*** Opening Records provided ***
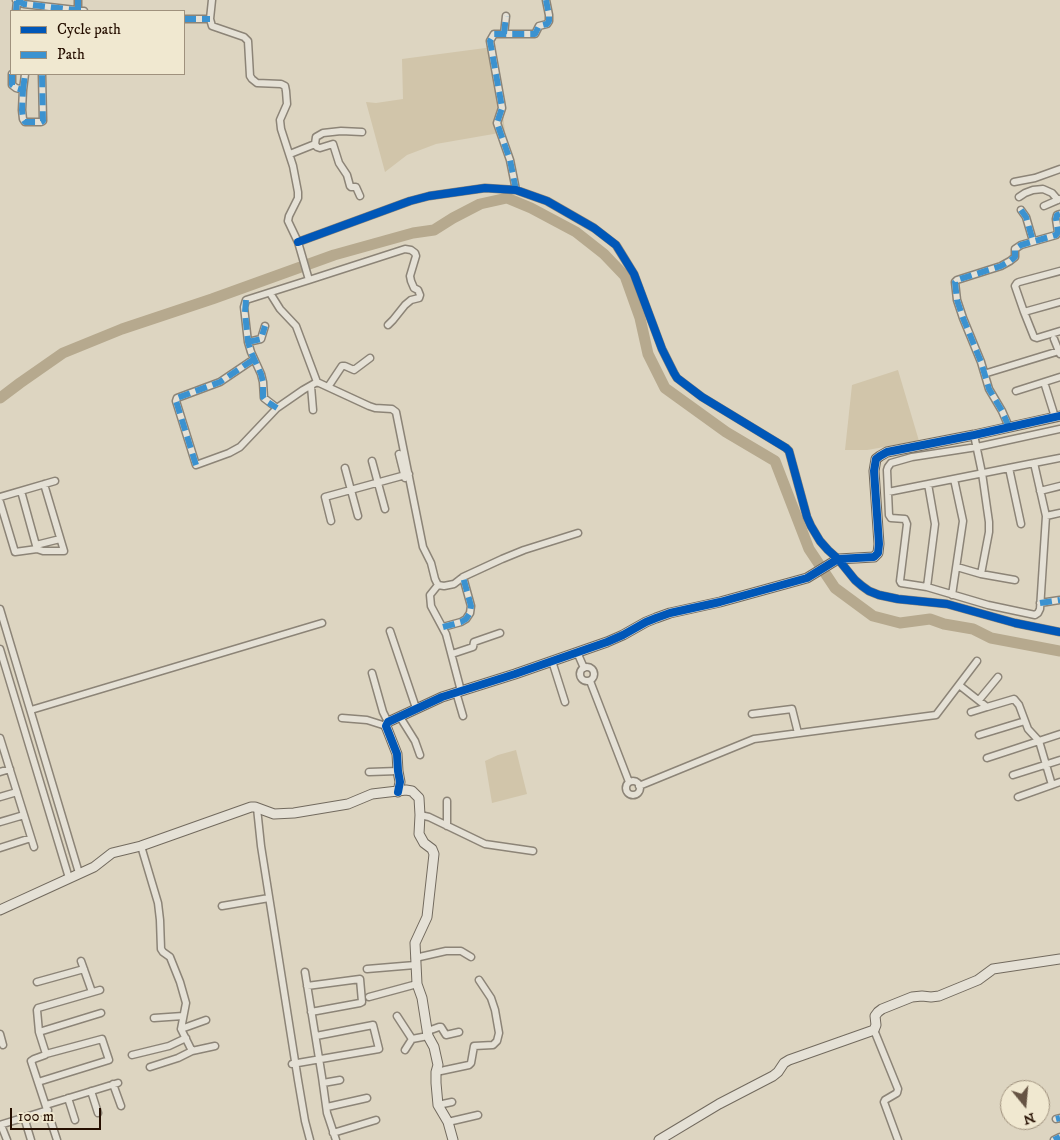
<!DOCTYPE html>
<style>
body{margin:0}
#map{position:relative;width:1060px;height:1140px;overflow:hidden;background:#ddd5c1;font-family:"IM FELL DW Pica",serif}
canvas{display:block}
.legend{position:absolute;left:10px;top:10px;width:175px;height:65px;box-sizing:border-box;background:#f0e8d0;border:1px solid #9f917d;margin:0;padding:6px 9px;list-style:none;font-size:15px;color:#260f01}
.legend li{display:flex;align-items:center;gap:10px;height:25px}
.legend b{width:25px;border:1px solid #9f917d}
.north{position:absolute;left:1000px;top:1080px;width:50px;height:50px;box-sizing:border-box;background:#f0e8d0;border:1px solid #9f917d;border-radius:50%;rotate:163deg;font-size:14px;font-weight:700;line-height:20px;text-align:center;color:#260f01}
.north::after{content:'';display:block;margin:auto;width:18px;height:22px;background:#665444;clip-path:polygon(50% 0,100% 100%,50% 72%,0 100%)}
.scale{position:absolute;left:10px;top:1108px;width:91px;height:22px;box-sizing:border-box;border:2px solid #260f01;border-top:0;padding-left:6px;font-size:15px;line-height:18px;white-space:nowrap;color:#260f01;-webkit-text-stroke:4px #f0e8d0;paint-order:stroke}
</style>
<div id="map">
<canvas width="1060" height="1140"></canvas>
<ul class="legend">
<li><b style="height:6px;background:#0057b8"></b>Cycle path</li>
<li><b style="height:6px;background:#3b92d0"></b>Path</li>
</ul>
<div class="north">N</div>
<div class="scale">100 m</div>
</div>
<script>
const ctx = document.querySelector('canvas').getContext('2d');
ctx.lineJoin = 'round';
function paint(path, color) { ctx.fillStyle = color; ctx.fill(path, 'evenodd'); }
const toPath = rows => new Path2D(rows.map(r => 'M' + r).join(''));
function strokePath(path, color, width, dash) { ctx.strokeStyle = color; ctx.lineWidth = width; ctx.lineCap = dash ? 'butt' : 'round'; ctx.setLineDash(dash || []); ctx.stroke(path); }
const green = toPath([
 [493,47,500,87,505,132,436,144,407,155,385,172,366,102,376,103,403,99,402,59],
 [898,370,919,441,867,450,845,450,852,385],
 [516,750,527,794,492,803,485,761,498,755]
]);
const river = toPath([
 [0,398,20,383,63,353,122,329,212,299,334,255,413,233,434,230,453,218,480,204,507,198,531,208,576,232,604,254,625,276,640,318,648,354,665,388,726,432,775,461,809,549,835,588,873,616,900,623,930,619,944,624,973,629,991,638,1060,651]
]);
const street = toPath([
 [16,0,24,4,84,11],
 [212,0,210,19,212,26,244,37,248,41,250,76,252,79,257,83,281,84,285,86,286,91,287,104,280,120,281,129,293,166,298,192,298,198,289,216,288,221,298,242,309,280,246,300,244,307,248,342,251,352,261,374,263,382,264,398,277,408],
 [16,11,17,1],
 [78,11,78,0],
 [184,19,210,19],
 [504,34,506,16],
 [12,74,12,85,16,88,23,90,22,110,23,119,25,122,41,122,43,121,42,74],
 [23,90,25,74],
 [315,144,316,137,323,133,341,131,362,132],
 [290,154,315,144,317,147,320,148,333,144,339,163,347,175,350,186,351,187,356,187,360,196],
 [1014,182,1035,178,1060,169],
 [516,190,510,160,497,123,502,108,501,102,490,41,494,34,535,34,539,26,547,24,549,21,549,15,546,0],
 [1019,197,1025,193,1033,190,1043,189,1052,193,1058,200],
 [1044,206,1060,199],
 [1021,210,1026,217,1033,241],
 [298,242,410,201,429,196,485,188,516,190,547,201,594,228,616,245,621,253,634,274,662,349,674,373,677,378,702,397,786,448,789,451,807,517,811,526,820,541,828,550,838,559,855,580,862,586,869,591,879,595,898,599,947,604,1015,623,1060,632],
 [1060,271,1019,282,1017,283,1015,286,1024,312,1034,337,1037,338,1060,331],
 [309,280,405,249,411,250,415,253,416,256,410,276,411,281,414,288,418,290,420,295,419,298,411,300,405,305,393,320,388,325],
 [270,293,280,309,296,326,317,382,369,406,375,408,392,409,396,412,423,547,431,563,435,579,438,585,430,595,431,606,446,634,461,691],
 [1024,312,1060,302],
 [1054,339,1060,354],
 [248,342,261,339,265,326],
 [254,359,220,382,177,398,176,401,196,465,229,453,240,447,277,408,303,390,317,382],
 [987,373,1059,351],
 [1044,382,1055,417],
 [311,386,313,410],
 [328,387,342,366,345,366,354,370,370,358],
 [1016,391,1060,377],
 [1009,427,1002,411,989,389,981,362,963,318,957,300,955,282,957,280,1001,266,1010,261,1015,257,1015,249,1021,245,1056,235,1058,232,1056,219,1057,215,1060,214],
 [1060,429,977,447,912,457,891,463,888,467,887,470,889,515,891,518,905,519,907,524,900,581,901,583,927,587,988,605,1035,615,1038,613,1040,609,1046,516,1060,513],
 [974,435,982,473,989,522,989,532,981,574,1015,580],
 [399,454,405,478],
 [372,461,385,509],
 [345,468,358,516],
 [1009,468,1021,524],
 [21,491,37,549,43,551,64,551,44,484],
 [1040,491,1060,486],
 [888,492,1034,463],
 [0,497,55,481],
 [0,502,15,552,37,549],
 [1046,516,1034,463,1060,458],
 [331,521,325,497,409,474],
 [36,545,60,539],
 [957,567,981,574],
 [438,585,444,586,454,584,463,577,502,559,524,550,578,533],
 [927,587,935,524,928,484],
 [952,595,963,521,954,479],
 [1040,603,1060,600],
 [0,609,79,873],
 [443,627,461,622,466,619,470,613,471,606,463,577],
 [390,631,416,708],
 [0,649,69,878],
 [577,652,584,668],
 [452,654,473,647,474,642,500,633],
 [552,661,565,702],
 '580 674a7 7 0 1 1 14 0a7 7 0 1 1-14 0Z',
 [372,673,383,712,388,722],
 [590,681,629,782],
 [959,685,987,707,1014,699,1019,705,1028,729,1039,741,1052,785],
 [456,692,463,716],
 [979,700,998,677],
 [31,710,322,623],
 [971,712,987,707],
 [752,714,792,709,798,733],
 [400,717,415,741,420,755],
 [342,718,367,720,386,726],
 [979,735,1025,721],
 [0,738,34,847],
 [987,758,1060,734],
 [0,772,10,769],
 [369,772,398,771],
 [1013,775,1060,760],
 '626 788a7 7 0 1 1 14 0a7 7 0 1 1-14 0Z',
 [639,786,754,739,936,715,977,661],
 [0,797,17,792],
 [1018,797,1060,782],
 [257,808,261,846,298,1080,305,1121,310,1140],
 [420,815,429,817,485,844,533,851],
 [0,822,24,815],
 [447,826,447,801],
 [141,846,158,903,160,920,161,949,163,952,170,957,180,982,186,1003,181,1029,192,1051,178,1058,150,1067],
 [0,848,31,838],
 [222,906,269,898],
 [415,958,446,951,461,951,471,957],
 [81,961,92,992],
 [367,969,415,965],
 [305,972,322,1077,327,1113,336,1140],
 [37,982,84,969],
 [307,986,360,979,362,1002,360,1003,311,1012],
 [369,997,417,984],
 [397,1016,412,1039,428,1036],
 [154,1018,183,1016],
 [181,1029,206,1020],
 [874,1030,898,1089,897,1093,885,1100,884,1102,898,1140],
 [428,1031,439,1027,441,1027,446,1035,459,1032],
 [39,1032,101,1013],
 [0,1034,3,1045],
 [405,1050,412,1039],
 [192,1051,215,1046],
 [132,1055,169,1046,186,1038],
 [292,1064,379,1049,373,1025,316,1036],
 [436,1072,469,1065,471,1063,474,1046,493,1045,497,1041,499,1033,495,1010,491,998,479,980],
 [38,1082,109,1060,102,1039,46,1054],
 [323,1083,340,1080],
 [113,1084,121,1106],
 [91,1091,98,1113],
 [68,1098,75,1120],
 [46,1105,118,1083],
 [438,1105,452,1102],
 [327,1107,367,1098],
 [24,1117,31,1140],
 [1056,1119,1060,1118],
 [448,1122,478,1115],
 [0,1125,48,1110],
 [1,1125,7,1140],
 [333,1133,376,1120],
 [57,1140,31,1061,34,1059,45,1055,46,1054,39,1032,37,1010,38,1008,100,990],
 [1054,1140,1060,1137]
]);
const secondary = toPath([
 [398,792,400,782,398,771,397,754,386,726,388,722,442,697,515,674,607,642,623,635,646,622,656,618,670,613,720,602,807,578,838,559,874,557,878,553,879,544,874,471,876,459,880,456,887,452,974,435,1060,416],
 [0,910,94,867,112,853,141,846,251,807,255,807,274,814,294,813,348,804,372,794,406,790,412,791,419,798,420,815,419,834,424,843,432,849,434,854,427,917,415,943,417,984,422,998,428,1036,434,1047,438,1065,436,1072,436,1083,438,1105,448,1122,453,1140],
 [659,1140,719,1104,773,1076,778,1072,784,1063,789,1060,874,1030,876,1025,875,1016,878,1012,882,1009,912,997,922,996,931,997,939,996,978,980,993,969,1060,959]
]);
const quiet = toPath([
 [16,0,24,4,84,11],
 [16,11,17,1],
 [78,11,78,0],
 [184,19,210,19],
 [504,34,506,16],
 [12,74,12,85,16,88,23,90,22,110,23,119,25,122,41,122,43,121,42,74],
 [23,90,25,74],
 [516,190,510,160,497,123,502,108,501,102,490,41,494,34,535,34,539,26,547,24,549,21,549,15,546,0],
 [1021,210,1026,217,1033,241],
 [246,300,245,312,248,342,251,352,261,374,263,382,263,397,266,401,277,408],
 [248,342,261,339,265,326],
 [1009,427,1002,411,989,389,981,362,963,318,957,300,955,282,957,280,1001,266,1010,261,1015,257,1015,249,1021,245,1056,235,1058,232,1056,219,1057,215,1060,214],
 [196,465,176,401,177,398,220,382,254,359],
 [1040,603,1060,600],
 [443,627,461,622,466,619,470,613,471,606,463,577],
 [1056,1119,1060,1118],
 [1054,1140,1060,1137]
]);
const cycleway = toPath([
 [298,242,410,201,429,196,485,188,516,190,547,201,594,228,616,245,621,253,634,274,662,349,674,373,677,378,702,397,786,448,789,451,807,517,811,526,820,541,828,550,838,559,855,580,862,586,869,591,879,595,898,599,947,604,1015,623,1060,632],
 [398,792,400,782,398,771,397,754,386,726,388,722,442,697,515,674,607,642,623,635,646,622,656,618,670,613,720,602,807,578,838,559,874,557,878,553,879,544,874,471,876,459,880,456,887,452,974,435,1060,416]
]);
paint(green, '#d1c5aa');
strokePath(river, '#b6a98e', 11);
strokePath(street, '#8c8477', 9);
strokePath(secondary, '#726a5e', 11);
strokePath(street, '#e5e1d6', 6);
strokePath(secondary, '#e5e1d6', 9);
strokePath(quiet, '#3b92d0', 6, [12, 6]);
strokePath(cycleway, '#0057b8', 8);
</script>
*** Closing Records provided ***
= Task =
Every line in the data that includes the word "canvas" should be counted, and only the resulting number given.

= Written answer =
3